Als er das nächste mal auf die Uhr schaute, war es bereits viertel vor 10. Müde, weil er am anderen Tag so lange aufgeblieben war, machte er sich jetzt schon fertig und fiel dann ins Bett, um noch etwas in einer Zeitschrift zu lesen, die er in dem kleinen Laden der Klinik gekauft hatte.
Es gab ein paar Transfergerüchte für den Winter, allerdings weder viele, noch spannende, da es noch eine Weile hin war, bis die Bundesliga in die Winterpause gehen würde. Ein Verein wurde regelrecht für die schlechten Leistungen in der letzten Zeit verspottet. Und... interessanterweise gab es auch einen kurzen Artikel zu Gladbach und ihrer neusten erfolgreichen Spiele, den Flo neugierig zu lesen begann:

Borussia auf dem Erfolstrip - greifen die Fohlen jetzt nach der Championleagueplätzen?

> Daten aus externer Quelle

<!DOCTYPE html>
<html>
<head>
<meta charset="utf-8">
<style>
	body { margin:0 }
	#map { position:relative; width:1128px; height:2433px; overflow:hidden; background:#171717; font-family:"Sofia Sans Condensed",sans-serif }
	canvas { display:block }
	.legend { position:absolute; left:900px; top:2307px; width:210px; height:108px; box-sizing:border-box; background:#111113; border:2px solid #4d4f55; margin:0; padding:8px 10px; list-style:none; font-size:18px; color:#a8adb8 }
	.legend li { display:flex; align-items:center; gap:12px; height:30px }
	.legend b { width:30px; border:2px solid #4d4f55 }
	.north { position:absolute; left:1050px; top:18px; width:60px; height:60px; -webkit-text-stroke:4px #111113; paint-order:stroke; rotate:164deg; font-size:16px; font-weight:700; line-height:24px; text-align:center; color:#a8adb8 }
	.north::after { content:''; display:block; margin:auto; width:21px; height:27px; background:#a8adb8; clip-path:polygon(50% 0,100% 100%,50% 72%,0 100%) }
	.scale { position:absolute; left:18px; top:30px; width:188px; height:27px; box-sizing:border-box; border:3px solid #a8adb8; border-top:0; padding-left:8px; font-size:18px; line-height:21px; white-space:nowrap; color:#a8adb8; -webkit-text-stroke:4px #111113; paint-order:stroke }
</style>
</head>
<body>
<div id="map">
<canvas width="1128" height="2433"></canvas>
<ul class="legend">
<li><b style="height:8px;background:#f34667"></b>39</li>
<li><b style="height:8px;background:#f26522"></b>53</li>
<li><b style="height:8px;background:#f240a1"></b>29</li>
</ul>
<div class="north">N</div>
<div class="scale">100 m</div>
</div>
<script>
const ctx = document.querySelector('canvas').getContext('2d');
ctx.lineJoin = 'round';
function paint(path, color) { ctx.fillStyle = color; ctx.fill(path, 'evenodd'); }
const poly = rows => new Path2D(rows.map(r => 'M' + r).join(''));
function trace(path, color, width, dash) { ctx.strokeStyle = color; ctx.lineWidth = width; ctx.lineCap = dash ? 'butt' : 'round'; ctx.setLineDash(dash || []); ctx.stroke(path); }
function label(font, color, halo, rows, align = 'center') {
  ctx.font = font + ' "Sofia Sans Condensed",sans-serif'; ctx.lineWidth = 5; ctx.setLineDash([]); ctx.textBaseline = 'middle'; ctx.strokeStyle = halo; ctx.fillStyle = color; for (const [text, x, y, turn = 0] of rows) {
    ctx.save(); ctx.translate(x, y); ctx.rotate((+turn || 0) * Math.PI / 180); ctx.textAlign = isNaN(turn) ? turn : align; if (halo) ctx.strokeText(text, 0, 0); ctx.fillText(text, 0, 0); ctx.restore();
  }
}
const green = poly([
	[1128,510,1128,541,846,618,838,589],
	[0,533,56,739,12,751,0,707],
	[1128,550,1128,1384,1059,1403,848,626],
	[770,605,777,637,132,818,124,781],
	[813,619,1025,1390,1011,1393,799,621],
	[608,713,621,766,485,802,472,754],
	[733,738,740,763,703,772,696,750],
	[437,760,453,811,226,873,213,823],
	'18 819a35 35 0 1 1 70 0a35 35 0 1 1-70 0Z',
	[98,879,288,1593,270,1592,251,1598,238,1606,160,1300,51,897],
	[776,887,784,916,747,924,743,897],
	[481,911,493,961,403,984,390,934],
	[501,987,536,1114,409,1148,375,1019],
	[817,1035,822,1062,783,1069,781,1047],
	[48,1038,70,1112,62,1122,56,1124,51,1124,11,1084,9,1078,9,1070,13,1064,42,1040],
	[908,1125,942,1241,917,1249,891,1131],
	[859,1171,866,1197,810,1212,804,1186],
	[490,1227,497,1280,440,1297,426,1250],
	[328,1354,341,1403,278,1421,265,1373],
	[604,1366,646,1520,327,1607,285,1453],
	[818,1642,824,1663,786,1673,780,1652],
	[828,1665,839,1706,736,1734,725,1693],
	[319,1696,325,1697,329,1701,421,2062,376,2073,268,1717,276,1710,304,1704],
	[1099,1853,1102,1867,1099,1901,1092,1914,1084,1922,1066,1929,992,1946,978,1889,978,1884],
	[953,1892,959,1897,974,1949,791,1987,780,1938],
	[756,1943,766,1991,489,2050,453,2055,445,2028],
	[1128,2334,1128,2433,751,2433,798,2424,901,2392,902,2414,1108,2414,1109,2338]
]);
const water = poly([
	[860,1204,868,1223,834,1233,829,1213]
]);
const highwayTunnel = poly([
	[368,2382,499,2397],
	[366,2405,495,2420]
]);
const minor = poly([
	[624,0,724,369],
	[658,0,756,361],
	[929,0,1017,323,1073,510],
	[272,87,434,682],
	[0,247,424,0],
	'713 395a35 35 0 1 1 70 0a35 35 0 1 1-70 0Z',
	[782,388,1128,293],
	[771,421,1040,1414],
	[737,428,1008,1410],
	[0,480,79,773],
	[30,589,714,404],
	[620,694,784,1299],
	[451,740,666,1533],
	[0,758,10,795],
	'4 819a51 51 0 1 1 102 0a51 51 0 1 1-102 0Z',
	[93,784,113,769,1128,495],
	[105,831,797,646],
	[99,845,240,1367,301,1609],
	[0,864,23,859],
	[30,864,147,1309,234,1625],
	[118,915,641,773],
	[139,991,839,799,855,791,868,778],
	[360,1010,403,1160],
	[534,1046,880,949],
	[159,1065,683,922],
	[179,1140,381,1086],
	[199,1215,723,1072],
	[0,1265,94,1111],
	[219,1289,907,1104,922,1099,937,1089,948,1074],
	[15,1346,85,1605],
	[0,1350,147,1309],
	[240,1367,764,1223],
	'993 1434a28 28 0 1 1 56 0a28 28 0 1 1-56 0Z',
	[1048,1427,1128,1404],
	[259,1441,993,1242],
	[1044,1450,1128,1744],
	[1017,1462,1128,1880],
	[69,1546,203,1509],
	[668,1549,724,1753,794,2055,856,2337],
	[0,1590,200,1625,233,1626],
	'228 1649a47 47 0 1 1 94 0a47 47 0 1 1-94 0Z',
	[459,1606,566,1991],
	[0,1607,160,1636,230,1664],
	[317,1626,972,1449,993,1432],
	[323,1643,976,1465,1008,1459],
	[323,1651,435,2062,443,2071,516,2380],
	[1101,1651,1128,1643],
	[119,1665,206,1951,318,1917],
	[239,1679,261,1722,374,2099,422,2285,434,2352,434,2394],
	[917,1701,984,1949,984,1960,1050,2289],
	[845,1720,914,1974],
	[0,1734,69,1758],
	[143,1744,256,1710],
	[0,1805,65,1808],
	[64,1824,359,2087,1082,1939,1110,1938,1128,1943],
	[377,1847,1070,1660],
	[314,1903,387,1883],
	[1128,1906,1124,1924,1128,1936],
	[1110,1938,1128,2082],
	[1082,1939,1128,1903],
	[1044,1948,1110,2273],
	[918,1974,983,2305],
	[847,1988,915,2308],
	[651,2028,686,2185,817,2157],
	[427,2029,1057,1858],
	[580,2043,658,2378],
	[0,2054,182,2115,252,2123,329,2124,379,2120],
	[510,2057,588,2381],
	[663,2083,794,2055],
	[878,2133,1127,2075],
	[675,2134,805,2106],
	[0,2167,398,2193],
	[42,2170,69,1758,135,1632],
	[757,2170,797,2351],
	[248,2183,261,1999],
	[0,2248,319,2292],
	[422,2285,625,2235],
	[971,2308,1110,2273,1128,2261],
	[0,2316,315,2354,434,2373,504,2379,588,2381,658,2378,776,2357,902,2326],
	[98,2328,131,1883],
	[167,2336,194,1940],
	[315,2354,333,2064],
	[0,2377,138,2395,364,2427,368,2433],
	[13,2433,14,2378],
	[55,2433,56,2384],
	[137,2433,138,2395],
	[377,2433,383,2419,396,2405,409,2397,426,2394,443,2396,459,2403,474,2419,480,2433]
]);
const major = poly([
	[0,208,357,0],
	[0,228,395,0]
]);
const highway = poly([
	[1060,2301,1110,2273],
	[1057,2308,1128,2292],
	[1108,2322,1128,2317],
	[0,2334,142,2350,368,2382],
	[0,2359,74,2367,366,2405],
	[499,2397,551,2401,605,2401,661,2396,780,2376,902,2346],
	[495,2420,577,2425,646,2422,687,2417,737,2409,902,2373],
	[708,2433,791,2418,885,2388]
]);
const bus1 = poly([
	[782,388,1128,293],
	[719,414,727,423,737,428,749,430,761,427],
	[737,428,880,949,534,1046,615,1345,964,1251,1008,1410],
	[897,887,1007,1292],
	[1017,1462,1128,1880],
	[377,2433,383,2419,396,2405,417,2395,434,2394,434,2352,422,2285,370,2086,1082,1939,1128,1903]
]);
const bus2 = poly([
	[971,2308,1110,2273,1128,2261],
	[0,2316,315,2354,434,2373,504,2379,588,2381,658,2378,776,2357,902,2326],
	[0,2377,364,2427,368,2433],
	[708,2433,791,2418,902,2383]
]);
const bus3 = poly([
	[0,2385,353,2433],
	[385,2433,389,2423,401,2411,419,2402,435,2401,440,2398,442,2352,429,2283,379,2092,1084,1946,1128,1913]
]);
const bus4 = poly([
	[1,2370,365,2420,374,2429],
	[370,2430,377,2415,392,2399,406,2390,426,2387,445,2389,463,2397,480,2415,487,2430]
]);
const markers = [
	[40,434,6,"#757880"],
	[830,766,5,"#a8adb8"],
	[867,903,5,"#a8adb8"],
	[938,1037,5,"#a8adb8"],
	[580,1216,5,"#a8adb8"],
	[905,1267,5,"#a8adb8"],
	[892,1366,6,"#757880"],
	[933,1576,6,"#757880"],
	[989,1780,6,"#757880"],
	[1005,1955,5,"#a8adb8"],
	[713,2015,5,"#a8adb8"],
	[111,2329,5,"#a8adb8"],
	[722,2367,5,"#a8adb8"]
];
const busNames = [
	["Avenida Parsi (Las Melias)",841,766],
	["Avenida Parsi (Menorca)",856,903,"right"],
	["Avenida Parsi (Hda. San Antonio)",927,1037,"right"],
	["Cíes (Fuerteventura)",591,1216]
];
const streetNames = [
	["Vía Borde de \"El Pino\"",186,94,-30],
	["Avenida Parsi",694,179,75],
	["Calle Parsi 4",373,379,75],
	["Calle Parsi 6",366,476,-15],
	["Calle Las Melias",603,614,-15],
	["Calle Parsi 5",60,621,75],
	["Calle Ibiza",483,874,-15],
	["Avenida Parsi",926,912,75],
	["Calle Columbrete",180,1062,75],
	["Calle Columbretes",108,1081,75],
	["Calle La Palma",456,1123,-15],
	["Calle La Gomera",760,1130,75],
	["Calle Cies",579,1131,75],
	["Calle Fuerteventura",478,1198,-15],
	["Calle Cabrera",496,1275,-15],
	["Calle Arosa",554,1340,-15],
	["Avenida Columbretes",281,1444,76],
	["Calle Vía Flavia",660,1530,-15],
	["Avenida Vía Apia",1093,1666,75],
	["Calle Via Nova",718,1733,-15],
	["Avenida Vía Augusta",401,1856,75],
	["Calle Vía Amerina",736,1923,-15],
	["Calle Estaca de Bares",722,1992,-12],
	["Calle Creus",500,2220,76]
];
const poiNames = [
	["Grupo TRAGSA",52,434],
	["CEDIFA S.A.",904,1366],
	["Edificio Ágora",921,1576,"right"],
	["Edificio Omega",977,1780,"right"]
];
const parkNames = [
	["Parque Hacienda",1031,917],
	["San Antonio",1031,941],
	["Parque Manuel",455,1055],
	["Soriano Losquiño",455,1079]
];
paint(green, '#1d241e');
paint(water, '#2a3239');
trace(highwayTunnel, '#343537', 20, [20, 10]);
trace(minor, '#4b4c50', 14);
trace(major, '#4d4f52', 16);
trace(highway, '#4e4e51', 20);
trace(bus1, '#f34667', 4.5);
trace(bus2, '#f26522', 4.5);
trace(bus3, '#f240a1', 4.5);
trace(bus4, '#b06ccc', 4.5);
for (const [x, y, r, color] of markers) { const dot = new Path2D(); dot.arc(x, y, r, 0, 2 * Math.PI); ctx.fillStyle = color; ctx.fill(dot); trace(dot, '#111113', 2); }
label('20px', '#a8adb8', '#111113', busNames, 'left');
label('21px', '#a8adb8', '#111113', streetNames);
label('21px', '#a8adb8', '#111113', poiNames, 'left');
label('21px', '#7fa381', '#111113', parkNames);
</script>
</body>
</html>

Für Borussia Mönchengladbach begann die Saison alles andere als rosig. Florian Neuhaus, gesetzte Mittelfeldkraft, hatte kurz nachdem Borussia Mönchengladbach in die Vorbereitung gestartet war, einen schweren Autounfall, nach dem er ins Koma fiel.
Die Mannschaft war geschockt - gewann kaum eines der Test- und ersten Bundesligaspiele und leistete sich fatale Fehler. Hinzu kam, dass die Chancenverwertung deutlich zu wünschen übrig lies.
Um die Mannschaft um Adi Hütter stand es nicht gut, sie rutschten beinahe auf einen Abstiegsplatz. Die Neuzugänge schlugen nicht ein und Max Eberl hatte mit Vorwürfen zu kämpfen. Doch nach einer Weile schien eine Wende in Aussicht. Diese begann mit einem Sieg gegen, ausgerechnet, die Kölner, die ebenfalls in der unteren Tabellenhälfte dabei waren.
Danach begann eine Siegesserie, in der man unter anderem auch gegen Bayern München gewann und nun nehmen die Fohlen offenbar Kurs auf Championsleague - immerhin ist auf Konkurrent Bayer Leverkusen, der auf dem begehrten 4. Platz steht, nur noch ein Punkt aufzuholen.  Bei dem Programm, das bei beiden Mannschaften noch ansteht, bis es in die Winterpause geht, scheint die Borussia die besseren Karten gezogen zu haben. Die vermeintlich schwereren Gegner haben sie fast alle schon hinter sich. In der Pressekonferenz am letzten Freitag betonte Max Eberl, der Sportdirektor, zwar klar, dass es um das hier und jetzt gehe und der Tabellenplatz erst am Ende der Saison feststehe (man aber natürlich bis hier hin zufrieden sei, mit den Leistungen der Spieler und Trainer), allerdings bleibt der Traum um die Championsleague bei der Borussia wohl erhalten. Auch wenn, um Max Eberl ein weiteres mal zu zitieren, „noch ein langer Weg zu gehen ist".